Stored data entries:
◆ ◆ ◆ ◆ ◆ ◆ ◆
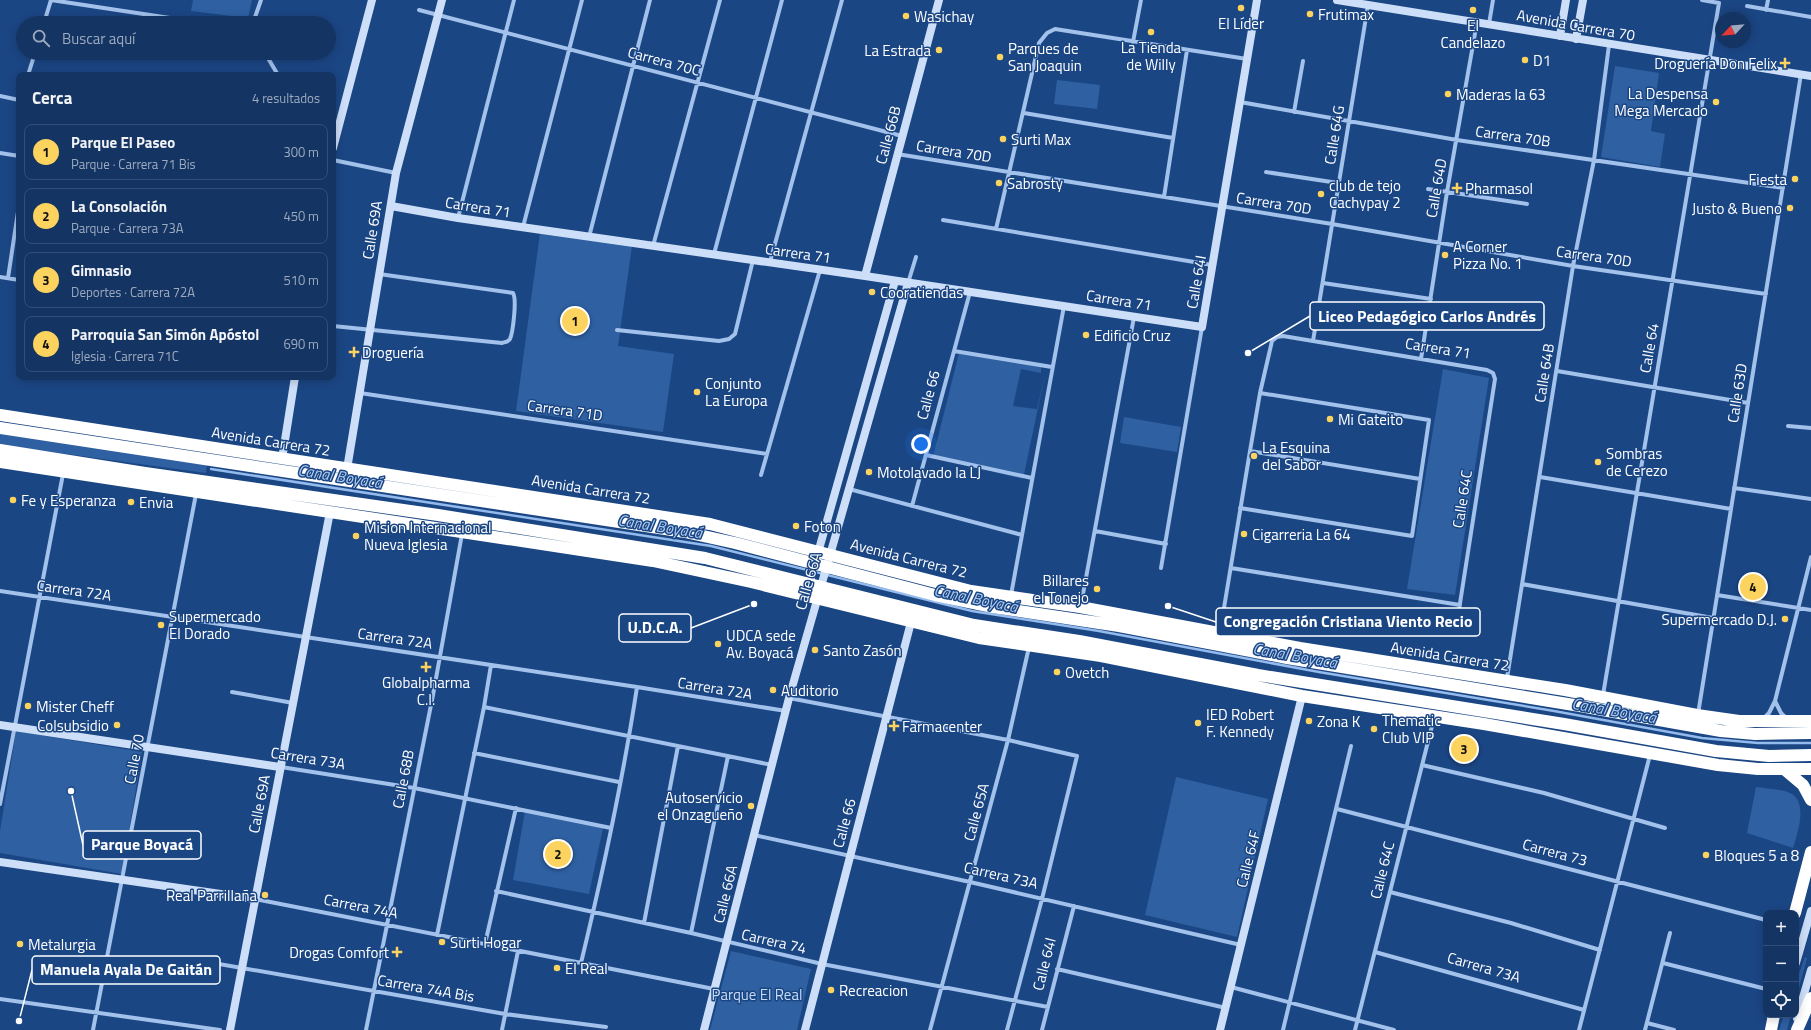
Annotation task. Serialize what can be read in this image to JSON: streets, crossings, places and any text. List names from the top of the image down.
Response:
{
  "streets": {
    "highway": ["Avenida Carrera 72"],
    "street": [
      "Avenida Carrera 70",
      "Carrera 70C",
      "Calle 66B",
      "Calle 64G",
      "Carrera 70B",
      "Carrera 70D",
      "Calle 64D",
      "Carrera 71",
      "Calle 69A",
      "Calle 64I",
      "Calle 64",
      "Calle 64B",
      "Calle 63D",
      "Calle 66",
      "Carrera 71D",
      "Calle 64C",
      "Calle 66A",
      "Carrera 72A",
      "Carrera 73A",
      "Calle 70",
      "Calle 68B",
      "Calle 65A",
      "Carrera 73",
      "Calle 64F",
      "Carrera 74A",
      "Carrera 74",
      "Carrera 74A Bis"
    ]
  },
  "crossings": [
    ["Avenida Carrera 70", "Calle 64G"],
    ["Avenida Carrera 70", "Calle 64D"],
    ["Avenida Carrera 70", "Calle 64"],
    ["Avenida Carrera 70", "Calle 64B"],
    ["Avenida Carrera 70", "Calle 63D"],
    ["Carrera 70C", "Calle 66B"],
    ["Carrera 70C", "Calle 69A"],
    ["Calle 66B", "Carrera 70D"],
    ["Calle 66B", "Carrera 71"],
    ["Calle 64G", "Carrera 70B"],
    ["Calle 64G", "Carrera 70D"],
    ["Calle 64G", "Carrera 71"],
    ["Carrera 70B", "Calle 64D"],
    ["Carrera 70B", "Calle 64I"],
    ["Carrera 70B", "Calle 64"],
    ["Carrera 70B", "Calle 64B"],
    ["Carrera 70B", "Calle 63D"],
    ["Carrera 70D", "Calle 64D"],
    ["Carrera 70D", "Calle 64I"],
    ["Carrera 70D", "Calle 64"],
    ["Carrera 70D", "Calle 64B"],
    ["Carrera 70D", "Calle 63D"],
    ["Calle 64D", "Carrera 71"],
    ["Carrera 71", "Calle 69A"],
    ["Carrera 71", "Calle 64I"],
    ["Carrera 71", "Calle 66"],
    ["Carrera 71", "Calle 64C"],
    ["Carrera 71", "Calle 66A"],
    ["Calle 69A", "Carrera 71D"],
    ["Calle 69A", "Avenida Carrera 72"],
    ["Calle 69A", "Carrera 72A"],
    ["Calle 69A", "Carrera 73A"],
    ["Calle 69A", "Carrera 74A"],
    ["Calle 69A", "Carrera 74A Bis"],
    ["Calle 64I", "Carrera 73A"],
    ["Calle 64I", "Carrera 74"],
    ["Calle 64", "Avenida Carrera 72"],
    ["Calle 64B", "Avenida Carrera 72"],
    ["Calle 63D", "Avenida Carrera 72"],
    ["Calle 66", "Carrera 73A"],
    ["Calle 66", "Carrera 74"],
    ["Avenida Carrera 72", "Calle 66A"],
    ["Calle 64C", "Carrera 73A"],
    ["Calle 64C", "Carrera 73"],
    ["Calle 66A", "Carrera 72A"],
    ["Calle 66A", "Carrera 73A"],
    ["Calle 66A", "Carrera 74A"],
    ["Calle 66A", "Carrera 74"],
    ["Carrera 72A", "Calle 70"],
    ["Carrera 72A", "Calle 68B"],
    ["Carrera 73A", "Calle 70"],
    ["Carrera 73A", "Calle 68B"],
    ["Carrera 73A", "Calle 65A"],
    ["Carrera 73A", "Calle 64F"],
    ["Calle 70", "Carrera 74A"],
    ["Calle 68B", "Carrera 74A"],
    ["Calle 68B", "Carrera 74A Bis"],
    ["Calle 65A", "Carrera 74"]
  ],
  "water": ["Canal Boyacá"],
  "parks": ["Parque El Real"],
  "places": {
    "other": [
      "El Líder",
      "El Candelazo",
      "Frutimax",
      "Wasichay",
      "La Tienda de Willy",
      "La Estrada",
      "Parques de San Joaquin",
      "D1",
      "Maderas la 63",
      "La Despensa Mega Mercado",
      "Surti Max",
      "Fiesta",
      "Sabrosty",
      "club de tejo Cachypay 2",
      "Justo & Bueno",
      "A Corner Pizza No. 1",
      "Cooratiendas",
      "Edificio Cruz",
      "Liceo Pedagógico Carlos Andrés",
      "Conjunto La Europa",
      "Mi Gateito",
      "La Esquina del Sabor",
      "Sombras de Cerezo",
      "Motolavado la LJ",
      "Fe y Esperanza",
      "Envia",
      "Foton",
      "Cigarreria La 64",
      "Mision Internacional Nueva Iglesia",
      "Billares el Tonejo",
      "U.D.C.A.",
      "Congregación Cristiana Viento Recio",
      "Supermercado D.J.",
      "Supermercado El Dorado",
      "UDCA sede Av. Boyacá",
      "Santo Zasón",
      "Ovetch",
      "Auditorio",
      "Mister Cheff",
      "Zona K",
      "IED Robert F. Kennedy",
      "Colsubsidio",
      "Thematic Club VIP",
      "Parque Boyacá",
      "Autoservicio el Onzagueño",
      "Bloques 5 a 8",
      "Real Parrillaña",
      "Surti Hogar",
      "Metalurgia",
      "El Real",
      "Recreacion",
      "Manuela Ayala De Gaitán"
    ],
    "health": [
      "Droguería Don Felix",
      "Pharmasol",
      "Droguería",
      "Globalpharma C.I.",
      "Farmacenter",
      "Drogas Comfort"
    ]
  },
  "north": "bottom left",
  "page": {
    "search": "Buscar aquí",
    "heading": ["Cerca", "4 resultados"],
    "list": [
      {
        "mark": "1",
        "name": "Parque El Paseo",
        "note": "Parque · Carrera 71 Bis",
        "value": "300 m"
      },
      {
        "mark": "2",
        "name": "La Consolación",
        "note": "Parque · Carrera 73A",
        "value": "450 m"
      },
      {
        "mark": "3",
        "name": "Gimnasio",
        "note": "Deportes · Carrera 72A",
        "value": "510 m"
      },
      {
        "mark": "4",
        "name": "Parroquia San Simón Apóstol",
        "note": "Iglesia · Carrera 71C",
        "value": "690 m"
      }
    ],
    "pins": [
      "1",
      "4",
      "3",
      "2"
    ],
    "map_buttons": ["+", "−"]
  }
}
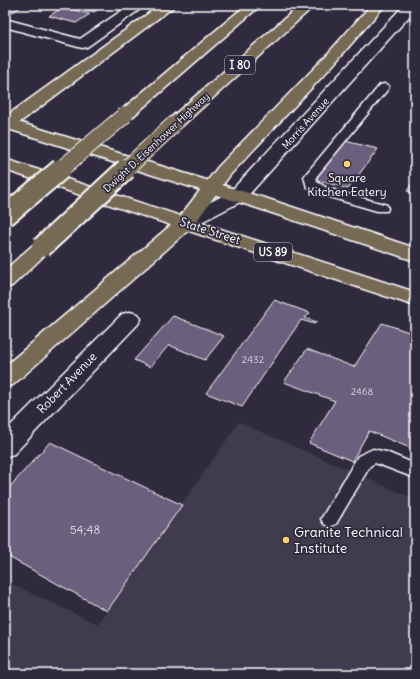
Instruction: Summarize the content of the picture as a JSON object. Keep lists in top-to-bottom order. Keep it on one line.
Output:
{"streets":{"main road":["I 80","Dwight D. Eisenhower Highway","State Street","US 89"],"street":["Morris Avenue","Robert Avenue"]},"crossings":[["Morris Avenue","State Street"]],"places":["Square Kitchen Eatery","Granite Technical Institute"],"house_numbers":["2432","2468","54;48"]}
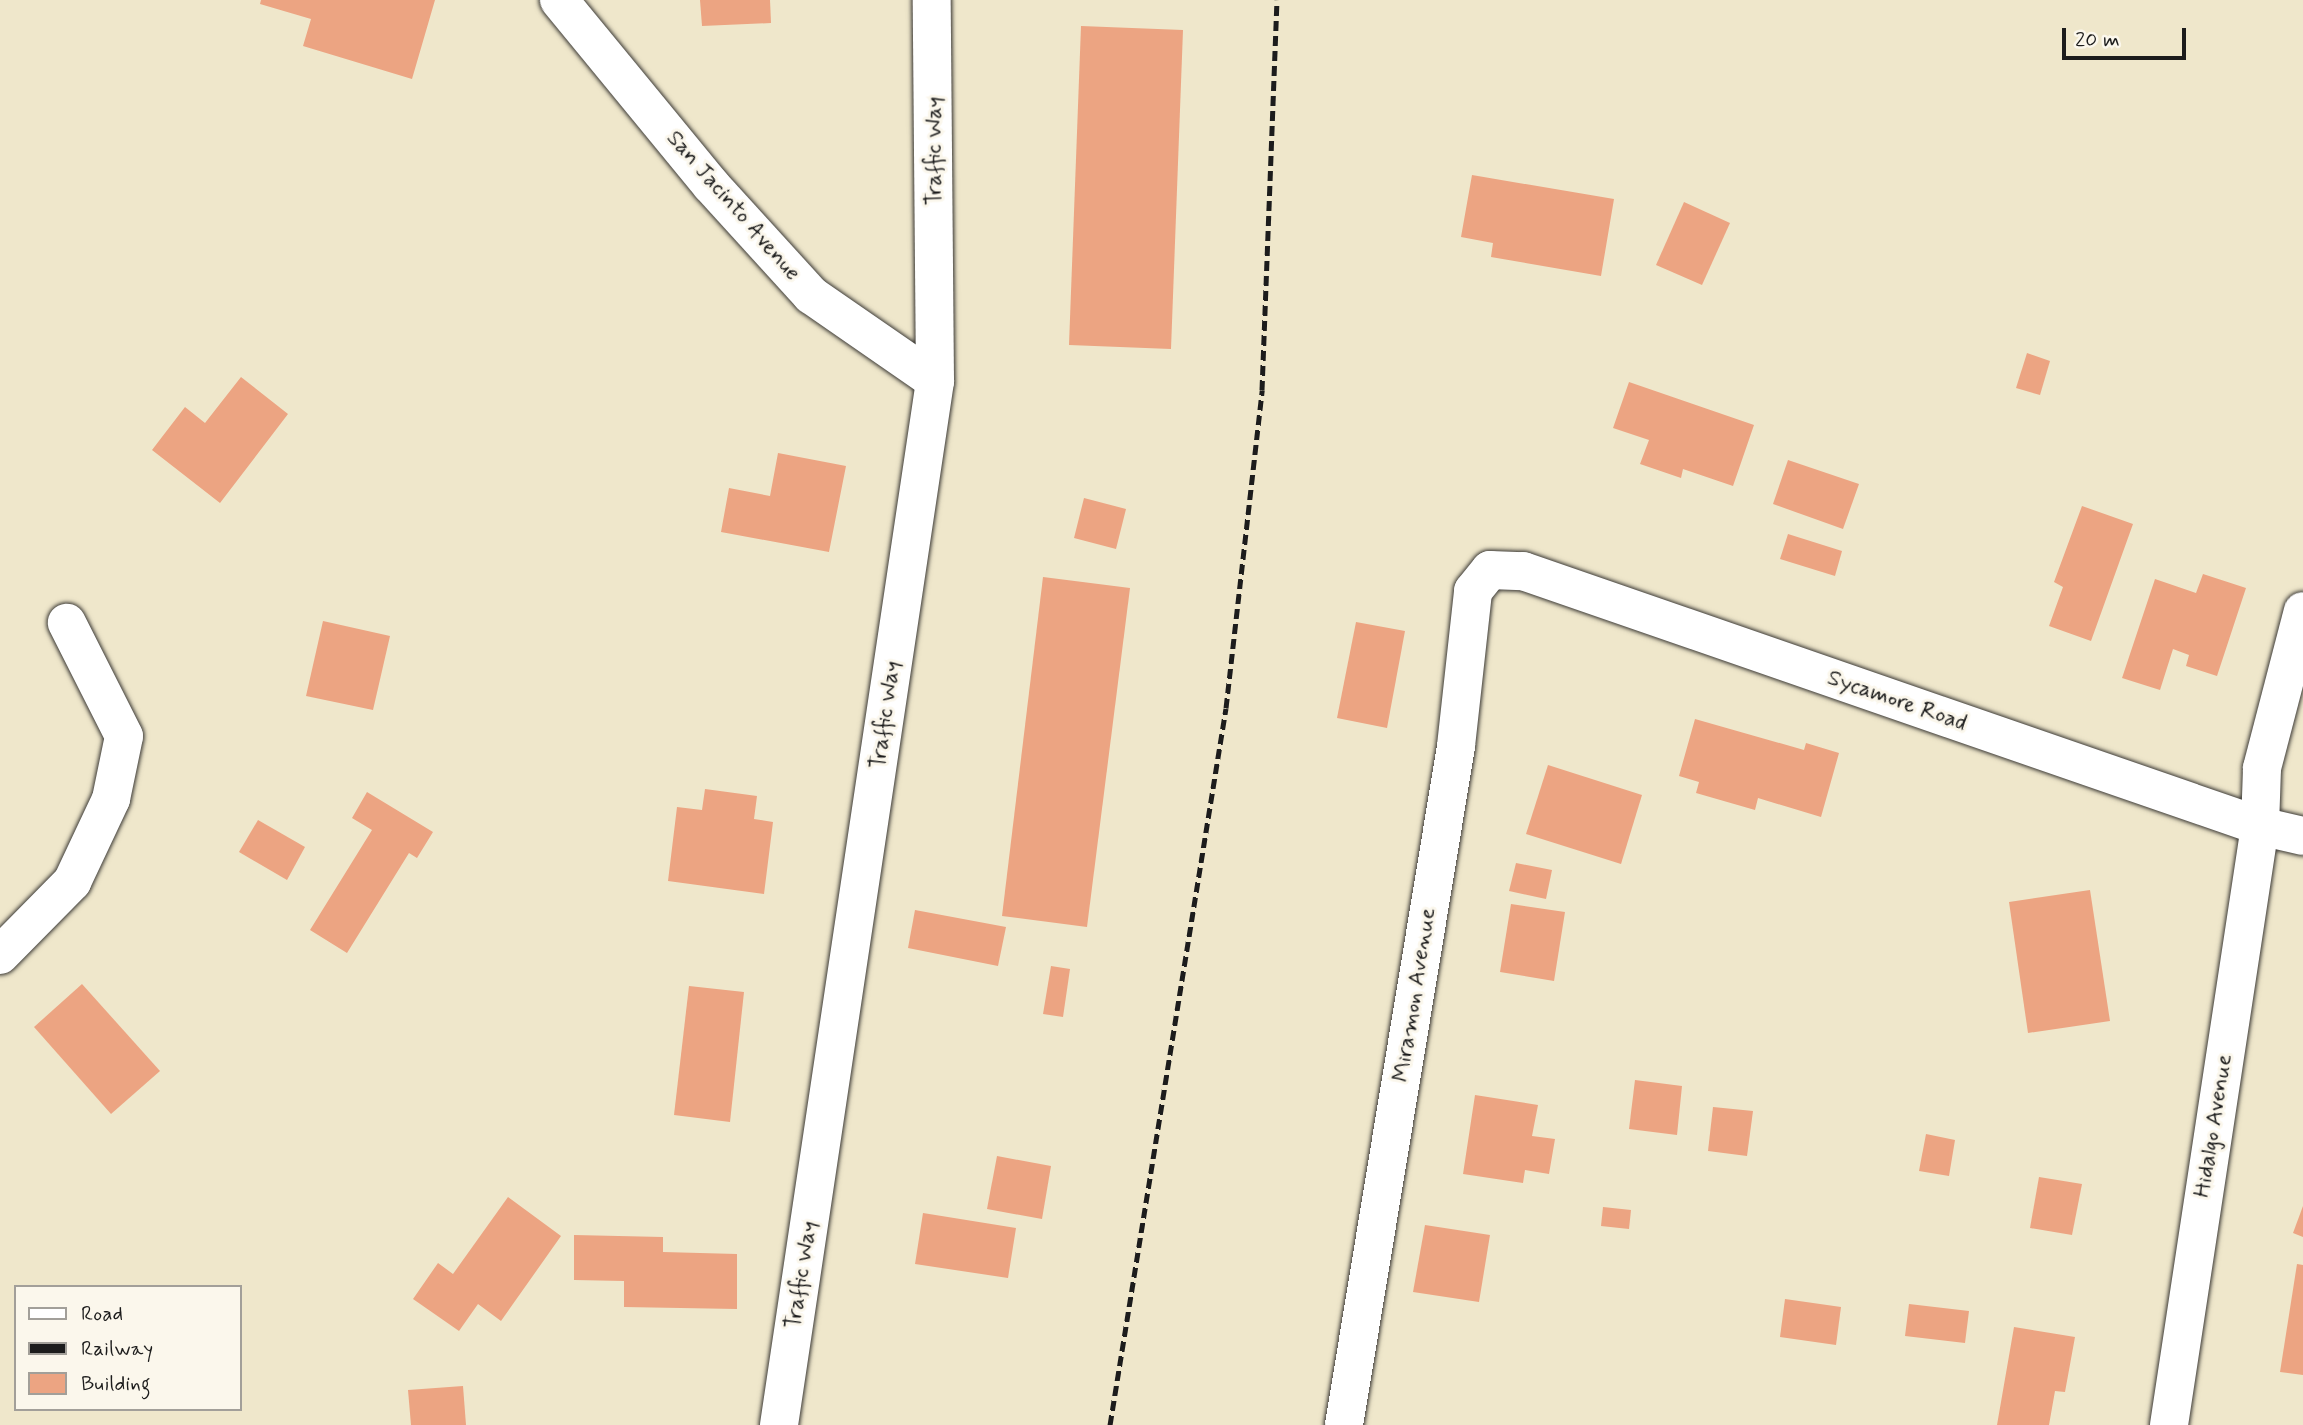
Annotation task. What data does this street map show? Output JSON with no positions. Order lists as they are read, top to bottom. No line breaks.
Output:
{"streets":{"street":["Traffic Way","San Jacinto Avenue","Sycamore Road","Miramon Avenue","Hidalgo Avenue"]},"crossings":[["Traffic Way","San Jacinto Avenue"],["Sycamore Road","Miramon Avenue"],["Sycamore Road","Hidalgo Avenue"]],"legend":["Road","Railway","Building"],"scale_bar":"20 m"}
◆ ◆ ◆ ◆ ◆ ◆ ◆
Task statement: The answer should be nothing but the number of lines above that contain "Robert".

Answer space: 2